Dataset entries:
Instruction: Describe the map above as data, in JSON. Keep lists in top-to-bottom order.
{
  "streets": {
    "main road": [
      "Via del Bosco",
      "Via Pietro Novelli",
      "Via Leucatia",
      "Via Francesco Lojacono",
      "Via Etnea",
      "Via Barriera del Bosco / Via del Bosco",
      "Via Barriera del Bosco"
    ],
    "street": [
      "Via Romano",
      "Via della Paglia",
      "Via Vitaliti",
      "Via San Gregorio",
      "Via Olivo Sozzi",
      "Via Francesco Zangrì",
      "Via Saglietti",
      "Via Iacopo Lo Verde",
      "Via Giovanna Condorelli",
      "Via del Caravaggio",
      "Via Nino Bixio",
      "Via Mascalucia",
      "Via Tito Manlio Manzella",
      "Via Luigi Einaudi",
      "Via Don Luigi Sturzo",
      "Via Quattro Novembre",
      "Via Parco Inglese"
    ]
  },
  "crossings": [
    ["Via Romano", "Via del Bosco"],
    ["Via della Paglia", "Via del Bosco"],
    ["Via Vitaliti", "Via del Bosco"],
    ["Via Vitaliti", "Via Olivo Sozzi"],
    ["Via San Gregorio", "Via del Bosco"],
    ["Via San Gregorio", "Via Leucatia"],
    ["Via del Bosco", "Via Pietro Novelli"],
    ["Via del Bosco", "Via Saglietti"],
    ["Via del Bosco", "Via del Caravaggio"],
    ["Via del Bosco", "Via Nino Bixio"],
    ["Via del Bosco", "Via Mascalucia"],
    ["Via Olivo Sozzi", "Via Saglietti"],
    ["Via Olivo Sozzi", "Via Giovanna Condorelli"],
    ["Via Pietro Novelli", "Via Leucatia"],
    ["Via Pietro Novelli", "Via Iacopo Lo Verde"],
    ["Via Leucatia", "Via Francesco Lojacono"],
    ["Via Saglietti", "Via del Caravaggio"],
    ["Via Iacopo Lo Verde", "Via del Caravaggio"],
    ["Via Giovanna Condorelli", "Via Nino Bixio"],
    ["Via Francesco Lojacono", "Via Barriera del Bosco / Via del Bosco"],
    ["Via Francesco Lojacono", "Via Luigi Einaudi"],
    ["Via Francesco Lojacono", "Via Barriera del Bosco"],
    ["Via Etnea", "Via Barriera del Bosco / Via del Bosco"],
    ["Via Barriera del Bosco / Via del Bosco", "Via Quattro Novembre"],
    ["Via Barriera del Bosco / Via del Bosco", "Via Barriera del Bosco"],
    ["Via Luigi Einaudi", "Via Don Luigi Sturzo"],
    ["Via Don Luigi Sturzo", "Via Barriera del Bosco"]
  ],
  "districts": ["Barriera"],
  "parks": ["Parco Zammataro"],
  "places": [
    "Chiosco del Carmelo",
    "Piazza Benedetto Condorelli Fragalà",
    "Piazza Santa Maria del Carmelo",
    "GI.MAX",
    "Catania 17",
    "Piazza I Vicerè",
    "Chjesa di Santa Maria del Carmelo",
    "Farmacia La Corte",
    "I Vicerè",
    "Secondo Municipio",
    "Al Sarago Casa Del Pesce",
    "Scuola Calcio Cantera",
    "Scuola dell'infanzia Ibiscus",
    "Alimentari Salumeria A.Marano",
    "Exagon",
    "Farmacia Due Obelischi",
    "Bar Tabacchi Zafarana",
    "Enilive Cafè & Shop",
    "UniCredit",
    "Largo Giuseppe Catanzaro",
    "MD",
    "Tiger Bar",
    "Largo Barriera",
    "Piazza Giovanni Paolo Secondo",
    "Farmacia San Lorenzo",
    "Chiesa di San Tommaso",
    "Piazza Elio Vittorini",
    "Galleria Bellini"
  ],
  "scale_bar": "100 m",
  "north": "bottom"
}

TASK BRIEF: Give back each line above exactly as written.

WRITTEN RESPONSE:
Instruction: Describe the map above as data, in JSON. Keep lists in top-to-bottom order.
{
  "streets": {
    "main road": [
      "Via del Bosco",
      "Via Pietro Novelli",
      "Via Leucatia",
      "Via Francesco Lojacono",
      "Via Etnea",
      "Via Barriera del Bosco / Via del Bosco",
      "Via Barriera del Bosco"
    ],
    "street": [
      "Via Romano",
      "Via della Paglia",
      "Via Vitaliti",
      "Via San Gregorio",
      "Via Olivo Sozzi",
      "Via Francesco Zangrì",
      "Via Saglietti",
      "Via Iacopo Lo Verde",
      "Via Giovanna Condorelli",
      "Via del Caravaggio",
      "Via Nino Bixio",
      "Via Mascalucia",
      "Via Tito Manlio Manzella",
      "Via Luigi Einaudi",
      "Via Don Luigi Sturzo",
      "Via Quattro Novembre",
      "Via Parco Inglese"
    ]
  },
  "crossings": [
    ["Via Romano", "Via del Bosco"],
    ["Via della Paglia", "Via del Bosco"],
    ["Via Vitaliti", "Via del Bosco"],
    ["Via Vitaliti", "Via Olivo Sozzi"],
    ["Via San Gregorio", "Via del Bosco"],
    ["Via San Gregorio", "Via Leucatia"],
    ["Via del Bosco", "Via Pietro Novelli"],
    ["Via del Bosco", "Via Saglietti"],
    ["Via del Bosco", "Via del Caravaggio"],
    ["Via del Bosco", "Via Nino Bixio"],
    ["Via del Bosco", "Via Mascalucia"],
    ["Via Olivo Sozzi", "Via Saglietti"],
    ["Via Olivo Sozzi", "Via Giovanna Condorelli"],
    ["Via Pietro Novelli", "Via Leucatia"],
    ["Via Pietro Novelli", "Via Iacopo Lo Verde"],
    ["Via Leucatia", "Via Francesco Lojacono"],
    ["Via Saglietti", "Via del Caravaggio"],
    ["Via Iacopo Lo Verde", "Via del Caravaggio"],
    ["Via Giovanna Condorelli", "Via Nino Bixio"],
    ["Via Francesco Lojacono", "Via Barriera del Bosco / Via del Bosco"],
    ["Via Francesco Lojacono", "Via Luigi Einaudi"],
    ["Via Francesco Lojacono", "Via Barriera del Bosco"],
    ["Via Etnea", "Via Barriera del Bosco / Via del Bosco"],
    ["Via Barriera del Bosco / Via del Bosco", "Via Quattro Novembre"],
    ["Via Barriera del Bosco / Via del Bosco", "Via Barriera del Bosco"],
    ["Via Luigi Einaudi", "Via Don Luigi Sturzo"],
    ["Via Don Luigi Sturzo", "Via Barriera del Bosco"]
  ],
  "districts": ["Barriera"],
  "parks": ["Parco Zammataro"],
  "places": [
    "Chiosco del Carmelo",
    "Piazza Benedetto Condorelli Fragalà",
    "Piazza Santa Maria del Carmelo",
    "GI.MAX",
    "Catania 17",
    "Piazza I Vicerè",
    "Chjesa di Santa Maria del Carmelo",
    "Farmacia La Corte",
    "I Vicerè",
    "Secondo Municipio",
    "Al Sarago Casa Del Pesce",
    "Scuola Calcio Cantera",
    "Scuola dell'infanzia Ibiscus",
    "Alimentari Salumeria A.Marano",
    "Exagon",
    "Farmacia Due Obelischi",
    "Bar Tabacchi Zafarana",
    "Enilive Cafè & Shop",
    "UniCredit",
    "Largo Giuseppe Catanzaro",
    "MD",
    "Tiger Bar",
    "Largo Barriera",
    "Piazza Giovanni Paolo Secondo",
    "Farmacia San Lorenzo",
    "Chiesa di San Tommaso",
    "Piazza Elio Vittorini",
    "Galleria Bellini"
  ],
  "scale_bar": "100 m",
  "north": "bottom"
}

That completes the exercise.